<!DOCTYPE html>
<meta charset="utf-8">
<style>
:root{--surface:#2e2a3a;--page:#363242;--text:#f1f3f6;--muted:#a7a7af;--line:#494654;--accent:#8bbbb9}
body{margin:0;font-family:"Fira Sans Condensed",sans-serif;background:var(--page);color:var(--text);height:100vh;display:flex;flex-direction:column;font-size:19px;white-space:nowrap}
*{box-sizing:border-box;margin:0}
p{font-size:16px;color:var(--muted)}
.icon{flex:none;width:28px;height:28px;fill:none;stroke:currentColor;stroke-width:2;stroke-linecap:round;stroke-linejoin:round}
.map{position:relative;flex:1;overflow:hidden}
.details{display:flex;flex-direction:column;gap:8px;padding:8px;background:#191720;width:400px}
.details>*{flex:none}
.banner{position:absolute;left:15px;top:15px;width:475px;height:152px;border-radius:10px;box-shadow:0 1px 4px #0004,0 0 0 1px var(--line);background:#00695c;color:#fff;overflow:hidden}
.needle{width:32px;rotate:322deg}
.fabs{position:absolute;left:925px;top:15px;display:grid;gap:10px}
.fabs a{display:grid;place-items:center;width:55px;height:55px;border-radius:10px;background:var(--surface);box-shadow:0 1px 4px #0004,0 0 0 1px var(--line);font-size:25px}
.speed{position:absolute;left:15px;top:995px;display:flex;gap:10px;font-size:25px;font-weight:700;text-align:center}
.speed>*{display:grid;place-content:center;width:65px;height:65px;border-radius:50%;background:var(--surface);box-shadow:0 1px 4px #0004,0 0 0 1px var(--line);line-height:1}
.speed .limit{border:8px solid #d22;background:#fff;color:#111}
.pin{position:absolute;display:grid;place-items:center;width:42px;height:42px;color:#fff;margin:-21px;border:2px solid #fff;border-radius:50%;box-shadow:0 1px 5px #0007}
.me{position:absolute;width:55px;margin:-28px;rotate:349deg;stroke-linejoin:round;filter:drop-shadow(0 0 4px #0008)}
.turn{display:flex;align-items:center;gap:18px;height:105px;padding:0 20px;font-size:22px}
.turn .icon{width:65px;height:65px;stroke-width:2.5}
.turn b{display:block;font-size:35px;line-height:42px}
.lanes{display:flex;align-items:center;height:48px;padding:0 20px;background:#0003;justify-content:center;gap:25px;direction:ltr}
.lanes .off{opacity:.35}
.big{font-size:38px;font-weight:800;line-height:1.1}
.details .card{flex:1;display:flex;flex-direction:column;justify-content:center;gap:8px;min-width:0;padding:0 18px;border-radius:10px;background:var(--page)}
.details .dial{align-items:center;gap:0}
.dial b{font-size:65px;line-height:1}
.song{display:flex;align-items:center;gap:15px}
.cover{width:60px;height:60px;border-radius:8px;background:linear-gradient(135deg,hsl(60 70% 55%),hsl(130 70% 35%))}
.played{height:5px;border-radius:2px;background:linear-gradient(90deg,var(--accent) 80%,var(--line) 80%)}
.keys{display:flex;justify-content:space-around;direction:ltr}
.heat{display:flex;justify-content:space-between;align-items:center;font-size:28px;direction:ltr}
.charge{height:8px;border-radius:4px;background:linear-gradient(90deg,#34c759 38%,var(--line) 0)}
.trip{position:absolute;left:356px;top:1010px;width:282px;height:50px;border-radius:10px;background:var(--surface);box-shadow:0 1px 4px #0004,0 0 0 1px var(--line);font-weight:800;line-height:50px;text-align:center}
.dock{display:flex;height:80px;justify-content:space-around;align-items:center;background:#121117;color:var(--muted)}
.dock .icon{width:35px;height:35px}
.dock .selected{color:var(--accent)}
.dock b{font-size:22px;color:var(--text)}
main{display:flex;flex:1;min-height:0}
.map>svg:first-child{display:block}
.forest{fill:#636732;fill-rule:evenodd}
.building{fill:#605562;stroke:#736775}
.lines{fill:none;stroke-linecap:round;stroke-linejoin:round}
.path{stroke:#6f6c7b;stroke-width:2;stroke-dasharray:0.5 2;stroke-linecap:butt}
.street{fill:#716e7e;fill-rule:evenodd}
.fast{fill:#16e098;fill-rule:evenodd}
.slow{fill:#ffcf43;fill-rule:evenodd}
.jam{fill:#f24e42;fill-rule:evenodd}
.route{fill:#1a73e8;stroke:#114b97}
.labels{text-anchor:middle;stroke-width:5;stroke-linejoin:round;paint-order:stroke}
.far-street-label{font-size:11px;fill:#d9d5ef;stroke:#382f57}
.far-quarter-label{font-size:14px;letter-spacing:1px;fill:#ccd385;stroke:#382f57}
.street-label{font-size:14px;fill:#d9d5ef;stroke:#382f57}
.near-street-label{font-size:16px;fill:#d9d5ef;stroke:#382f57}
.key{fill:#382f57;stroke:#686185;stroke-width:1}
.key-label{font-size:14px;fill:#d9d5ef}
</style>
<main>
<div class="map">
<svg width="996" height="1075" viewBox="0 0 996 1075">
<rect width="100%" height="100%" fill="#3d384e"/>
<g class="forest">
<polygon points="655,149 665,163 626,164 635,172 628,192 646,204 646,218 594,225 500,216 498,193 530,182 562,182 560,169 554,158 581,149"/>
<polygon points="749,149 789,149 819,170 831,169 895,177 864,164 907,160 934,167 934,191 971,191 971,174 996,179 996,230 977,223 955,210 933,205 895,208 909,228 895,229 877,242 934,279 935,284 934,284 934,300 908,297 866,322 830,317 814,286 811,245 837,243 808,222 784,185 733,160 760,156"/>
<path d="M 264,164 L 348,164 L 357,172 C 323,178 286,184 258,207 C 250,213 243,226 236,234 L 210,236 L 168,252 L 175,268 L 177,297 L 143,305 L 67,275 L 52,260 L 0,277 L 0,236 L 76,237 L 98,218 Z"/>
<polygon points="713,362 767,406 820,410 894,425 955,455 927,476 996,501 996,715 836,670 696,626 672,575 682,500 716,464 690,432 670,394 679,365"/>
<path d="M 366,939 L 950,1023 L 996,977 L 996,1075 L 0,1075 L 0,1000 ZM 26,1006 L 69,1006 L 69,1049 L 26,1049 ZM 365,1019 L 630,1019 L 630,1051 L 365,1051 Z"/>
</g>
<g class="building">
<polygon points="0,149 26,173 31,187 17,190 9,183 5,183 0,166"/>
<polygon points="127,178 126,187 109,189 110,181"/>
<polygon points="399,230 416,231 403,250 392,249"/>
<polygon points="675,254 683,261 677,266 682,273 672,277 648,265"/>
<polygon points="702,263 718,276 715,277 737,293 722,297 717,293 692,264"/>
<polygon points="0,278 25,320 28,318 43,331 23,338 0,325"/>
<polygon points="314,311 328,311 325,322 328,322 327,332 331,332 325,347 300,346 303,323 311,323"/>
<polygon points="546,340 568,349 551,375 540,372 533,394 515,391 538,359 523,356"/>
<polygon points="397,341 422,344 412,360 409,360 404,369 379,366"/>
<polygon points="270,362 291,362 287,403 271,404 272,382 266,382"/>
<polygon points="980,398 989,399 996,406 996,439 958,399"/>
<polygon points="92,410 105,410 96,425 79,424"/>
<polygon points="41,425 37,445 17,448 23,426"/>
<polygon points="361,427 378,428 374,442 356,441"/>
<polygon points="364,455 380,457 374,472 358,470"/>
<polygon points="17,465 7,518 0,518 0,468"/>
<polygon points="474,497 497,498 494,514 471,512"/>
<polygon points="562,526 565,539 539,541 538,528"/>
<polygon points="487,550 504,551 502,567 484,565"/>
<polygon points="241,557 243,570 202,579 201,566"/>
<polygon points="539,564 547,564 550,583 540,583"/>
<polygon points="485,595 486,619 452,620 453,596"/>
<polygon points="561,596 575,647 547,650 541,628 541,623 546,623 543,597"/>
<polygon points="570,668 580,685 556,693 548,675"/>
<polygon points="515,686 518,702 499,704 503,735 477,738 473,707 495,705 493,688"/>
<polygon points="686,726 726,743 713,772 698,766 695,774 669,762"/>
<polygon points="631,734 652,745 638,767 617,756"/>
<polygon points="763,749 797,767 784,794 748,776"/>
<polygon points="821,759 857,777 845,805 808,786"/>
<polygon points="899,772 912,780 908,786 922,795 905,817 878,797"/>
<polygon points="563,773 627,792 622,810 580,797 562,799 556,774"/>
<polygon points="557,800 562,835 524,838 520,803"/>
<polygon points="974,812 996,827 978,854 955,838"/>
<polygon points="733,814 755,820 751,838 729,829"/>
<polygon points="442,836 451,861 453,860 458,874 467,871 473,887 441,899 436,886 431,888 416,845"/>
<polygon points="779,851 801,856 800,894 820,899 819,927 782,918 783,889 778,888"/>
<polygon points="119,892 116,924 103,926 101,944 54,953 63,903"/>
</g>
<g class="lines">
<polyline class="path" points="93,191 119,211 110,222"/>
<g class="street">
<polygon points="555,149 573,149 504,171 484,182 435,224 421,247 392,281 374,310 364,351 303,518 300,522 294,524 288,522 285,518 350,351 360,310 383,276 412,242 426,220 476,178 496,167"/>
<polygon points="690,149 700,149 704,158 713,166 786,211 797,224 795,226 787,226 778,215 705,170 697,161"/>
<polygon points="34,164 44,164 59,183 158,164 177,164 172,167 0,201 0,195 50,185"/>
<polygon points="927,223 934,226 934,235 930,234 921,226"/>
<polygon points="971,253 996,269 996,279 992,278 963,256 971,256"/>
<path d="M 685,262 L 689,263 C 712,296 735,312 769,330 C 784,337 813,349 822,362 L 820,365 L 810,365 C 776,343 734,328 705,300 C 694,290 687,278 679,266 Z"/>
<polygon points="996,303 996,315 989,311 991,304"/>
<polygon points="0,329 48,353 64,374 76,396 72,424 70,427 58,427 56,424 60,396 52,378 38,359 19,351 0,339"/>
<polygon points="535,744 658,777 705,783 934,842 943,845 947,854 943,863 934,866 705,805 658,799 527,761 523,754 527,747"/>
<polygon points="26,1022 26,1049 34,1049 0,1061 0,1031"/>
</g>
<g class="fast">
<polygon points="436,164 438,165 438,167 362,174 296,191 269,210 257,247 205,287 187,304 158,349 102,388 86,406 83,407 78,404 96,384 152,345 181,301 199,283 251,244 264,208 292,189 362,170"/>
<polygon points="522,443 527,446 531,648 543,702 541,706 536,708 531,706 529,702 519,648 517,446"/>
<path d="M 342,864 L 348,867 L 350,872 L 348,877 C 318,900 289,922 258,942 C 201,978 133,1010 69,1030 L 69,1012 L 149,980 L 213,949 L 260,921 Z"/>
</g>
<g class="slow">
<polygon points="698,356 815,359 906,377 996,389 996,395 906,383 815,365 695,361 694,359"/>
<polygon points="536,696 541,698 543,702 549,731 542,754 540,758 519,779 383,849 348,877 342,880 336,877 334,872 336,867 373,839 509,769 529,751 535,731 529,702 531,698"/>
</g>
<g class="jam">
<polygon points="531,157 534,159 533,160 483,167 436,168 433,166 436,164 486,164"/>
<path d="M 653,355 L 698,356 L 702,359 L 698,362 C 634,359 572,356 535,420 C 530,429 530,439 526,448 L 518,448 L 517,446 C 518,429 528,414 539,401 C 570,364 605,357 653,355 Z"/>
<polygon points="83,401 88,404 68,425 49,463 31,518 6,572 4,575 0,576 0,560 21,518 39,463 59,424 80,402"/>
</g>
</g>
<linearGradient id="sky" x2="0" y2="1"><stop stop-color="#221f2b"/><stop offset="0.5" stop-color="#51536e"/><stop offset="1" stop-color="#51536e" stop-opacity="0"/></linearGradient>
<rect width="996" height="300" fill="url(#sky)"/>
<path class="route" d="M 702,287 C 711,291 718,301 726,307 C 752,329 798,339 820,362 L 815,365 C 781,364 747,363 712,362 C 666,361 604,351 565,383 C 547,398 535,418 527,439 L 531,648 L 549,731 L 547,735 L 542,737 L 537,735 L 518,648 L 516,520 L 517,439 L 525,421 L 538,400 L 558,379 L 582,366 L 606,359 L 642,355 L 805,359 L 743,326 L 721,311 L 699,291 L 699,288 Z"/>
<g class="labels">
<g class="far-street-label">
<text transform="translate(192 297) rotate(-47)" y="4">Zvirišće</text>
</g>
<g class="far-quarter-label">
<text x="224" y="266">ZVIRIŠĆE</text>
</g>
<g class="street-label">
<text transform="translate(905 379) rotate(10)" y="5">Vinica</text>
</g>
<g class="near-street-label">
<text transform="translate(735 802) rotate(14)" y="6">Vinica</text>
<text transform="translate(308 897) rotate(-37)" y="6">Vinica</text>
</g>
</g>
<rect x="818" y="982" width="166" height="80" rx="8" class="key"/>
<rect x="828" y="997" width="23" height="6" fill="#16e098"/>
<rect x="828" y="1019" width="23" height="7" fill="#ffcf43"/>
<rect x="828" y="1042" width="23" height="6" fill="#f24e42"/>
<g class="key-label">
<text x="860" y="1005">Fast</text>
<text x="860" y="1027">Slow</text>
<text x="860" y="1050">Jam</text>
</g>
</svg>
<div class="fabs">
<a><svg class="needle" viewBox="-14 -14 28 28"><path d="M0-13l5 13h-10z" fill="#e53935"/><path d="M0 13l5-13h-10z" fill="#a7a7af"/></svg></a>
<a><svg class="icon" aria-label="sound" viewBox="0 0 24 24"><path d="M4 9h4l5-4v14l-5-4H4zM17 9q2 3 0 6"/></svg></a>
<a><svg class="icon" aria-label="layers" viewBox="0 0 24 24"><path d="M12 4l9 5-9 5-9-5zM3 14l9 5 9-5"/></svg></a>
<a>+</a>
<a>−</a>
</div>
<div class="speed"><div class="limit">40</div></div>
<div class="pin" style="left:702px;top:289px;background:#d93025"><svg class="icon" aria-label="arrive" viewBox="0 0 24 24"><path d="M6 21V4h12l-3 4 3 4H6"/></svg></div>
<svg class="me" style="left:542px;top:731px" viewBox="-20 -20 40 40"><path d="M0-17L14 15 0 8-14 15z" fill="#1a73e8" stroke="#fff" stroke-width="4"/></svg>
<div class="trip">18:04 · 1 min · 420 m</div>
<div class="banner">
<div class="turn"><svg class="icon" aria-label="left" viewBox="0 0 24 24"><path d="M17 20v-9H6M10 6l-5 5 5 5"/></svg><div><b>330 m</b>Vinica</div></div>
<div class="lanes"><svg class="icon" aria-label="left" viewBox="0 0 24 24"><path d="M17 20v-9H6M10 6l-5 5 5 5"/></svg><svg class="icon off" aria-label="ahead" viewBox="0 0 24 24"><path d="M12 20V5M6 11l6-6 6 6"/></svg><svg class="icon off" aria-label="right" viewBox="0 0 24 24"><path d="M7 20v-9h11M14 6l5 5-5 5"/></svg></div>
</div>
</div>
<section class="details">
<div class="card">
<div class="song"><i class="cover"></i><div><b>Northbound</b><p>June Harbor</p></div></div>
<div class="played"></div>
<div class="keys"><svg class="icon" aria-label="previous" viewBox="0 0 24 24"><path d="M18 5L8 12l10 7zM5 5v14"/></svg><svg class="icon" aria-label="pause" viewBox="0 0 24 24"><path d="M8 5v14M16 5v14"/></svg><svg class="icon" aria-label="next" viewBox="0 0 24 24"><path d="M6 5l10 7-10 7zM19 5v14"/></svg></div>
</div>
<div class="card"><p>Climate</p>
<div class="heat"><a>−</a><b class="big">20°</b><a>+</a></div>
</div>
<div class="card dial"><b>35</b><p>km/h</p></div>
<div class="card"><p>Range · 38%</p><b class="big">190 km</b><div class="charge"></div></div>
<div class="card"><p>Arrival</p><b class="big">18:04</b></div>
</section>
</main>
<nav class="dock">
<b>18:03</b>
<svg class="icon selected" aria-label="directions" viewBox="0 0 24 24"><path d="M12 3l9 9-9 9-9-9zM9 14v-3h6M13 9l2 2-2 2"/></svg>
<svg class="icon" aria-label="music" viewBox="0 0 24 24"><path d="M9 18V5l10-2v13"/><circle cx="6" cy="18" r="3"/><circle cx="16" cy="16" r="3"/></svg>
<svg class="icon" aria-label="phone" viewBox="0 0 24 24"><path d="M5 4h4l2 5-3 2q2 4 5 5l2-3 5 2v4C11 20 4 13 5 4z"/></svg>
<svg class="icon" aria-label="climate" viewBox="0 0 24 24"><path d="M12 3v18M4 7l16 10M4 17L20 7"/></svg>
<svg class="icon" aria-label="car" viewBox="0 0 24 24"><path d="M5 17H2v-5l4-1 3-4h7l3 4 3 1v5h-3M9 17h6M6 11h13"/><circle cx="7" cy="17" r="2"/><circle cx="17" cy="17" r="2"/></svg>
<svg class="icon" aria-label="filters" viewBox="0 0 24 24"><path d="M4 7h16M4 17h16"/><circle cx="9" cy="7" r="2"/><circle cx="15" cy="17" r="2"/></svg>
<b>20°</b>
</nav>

##############################

_What to produce_.
All lines with the word "overflow" need to be copied from the data above.

_Answer for this exercise_.
.map{position:relative;flex:1;overflow:hidden}
.banner{position:absolute;left:15px;top:15px;width:475px;height:152px;border-radius:10px;box-shadow:0 1px 4px #0004,0 0 0 1px var(--line);background:#00695c;color:#fff;overflow:hidden}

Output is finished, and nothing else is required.